→ **The problem**
Lines below containing the word "building" should be copied out.

◆ ◆ ◆

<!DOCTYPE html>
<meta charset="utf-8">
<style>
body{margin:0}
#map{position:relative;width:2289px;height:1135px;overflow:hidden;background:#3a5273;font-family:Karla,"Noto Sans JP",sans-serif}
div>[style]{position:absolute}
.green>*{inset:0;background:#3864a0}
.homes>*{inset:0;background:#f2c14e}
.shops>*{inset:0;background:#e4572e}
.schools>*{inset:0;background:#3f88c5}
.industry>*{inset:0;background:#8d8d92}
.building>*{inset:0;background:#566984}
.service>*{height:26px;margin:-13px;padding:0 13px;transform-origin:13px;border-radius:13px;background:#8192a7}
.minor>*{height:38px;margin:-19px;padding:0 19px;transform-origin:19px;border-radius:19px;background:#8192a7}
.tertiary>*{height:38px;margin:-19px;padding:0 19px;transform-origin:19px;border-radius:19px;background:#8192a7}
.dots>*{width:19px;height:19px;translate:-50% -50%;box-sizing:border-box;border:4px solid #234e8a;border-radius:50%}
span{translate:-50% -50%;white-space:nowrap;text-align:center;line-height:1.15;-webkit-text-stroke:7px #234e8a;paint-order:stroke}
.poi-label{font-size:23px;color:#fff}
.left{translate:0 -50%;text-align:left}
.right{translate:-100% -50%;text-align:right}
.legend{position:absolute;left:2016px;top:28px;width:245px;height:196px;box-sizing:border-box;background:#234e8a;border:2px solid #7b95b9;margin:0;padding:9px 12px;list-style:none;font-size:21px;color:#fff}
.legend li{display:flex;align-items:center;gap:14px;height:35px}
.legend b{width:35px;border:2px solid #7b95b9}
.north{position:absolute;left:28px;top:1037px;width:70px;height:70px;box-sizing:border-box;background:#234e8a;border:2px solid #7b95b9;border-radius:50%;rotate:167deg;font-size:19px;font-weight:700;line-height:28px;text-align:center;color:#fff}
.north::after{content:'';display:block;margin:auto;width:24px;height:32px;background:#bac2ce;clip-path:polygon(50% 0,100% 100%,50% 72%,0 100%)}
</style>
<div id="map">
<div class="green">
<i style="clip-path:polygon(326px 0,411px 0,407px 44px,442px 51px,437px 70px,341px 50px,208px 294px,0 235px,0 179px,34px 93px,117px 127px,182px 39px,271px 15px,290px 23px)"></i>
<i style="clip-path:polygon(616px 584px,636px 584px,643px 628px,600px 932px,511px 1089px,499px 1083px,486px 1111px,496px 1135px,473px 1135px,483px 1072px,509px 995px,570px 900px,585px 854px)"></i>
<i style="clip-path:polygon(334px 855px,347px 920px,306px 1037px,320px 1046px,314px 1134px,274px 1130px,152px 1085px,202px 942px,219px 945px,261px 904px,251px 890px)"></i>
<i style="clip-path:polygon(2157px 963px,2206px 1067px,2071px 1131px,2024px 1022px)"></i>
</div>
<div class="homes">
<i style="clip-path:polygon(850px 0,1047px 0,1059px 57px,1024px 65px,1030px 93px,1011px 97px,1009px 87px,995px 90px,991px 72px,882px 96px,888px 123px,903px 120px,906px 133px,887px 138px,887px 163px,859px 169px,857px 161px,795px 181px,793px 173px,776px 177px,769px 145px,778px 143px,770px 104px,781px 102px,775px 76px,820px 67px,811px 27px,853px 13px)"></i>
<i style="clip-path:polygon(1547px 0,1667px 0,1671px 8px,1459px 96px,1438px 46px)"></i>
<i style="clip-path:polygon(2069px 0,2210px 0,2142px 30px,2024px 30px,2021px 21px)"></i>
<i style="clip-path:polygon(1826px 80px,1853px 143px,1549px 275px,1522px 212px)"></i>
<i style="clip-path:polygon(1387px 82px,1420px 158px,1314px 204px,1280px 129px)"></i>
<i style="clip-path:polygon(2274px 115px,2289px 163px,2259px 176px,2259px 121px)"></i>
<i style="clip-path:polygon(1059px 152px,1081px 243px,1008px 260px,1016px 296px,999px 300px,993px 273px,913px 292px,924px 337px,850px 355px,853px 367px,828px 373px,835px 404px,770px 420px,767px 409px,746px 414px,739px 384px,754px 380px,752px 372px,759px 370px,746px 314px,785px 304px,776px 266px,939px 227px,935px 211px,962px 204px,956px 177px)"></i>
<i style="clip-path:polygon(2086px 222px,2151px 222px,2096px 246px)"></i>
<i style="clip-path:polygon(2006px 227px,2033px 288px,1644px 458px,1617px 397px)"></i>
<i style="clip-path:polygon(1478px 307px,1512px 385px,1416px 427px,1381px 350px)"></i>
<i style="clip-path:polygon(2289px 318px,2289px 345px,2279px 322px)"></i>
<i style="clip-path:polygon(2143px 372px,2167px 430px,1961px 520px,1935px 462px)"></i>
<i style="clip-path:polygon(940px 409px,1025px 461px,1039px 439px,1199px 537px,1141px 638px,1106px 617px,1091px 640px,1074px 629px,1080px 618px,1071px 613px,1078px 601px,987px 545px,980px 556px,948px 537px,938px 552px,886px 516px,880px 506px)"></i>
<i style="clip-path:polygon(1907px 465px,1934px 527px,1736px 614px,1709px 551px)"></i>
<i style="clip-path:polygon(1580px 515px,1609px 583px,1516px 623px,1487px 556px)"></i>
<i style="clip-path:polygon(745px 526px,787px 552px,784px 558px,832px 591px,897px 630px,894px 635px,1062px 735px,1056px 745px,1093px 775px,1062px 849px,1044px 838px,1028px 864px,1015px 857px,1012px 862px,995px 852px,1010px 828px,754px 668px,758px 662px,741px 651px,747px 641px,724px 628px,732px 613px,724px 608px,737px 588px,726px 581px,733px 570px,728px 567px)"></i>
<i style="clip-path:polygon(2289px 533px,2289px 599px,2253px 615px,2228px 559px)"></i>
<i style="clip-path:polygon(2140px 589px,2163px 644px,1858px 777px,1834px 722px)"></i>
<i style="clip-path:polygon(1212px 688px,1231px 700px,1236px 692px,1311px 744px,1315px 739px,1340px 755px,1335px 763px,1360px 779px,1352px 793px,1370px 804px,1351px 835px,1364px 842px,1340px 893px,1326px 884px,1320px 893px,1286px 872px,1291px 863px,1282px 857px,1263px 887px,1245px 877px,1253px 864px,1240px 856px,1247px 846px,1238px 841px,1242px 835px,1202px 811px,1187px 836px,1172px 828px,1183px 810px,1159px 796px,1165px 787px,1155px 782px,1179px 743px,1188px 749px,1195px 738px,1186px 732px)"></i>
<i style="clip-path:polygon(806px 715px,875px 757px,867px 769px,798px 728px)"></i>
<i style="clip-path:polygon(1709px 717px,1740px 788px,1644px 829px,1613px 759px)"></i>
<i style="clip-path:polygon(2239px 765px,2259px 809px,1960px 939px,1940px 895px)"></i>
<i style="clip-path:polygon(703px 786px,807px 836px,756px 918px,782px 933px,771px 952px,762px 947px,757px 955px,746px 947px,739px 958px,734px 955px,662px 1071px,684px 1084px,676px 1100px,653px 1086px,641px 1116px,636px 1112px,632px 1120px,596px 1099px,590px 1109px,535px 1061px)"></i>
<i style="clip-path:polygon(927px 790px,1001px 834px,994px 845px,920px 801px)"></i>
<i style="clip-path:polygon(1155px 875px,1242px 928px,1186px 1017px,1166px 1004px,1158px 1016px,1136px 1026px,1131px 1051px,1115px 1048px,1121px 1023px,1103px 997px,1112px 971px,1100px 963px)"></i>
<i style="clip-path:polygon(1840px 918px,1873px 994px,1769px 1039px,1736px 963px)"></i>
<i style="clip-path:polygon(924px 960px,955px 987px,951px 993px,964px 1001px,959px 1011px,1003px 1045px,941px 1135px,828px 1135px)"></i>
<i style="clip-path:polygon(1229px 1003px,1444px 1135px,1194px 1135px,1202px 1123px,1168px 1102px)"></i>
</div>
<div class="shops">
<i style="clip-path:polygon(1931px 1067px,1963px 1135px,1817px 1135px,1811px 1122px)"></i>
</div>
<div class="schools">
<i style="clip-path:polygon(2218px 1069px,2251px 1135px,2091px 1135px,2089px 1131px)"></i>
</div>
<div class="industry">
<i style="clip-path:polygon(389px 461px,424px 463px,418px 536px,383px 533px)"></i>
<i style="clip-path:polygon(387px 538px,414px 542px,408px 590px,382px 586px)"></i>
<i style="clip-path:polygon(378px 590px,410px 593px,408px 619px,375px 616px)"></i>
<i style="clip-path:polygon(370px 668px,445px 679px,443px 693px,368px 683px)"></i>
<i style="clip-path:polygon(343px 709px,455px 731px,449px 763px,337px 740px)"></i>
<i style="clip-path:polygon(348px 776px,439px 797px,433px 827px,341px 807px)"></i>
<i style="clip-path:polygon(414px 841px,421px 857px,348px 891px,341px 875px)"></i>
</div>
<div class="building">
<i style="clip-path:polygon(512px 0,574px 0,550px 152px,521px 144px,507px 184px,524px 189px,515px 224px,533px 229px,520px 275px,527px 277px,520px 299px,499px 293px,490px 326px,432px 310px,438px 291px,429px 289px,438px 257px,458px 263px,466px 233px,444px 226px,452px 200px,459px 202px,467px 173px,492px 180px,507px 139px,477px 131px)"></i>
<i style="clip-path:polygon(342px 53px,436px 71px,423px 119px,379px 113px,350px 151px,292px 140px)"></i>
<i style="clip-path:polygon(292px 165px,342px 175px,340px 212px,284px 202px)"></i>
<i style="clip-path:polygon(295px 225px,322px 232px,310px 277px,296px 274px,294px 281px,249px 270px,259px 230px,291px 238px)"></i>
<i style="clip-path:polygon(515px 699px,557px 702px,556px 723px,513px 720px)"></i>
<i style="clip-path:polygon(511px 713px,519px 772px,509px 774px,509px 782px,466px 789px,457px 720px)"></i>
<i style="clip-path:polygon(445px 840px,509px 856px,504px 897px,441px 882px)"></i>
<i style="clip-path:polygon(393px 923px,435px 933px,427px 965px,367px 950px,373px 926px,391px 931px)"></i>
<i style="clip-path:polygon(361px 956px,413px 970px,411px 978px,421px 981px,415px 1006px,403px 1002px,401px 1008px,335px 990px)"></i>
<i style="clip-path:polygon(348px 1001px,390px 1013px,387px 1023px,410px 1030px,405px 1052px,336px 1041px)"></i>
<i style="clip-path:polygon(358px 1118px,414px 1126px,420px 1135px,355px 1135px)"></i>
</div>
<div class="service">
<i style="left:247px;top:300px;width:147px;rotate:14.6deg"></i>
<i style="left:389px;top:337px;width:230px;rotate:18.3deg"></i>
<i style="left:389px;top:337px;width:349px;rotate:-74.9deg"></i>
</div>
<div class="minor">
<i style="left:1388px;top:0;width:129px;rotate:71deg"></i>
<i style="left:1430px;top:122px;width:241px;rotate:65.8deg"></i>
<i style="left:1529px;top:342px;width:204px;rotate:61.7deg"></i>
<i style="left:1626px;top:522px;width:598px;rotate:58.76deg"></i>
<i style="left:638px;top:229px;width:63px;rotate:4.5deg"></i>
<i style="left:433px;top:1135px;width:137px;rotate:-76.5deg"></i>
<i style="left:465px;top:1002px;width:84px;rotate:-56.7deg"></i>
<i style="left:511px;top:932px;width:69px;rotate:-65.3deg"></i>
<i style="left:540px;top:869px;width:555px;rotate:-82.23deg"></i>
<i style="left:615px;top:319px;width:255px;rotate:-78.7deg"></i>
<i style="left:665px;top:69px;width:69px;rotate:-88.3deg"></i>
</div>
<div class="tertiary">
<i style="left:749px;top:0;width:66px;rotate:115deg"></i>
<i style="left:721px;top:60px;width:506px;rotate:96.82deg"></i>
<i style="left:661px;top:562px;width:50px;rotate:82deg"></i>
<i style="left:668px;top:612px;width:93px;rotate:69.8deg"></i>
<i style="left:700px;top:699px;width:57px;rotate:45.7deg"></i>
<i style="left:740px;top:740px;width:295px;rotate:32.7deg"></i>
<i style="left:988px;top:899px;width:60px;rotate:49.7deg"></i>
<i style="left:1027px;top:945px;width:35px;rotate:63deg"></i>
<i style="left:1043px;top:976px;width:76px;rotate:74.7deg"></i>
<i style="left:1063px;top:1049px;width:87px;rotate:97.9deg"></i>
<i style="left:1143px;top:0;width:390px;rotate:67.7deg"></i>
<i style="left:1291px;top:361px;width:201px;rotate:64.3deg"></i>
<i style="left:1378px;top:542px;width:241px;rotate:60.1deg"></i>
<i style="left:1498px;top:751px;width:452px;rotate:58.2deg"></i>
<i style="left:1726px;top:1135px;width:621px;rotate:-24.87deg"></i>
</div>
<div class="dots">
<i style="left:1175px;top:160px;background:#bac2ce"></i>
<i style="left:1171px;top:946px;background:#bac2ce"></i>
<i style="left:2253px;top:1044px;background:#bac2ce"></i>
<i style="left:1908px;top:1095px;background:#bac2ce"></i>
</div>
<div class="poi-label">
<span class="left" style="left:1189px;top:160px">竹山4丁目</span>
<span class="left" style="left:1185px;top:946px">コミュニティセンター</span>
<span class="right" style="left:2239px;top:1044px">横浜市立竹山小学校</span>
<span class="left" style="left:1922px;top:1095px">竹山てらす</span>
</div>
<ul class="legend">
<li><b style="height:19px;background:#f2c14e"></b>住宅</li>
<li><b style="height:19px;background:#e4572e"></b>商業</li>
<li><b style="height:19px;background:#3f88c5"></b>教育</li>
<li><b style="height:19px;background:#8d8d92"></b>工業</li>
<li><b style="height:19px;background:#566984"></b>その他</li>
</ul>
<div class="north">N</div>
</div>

◆ ◆ ◆

→ **Solution for this task**
.building>*{inset:0;background:#566984}
<div class="building">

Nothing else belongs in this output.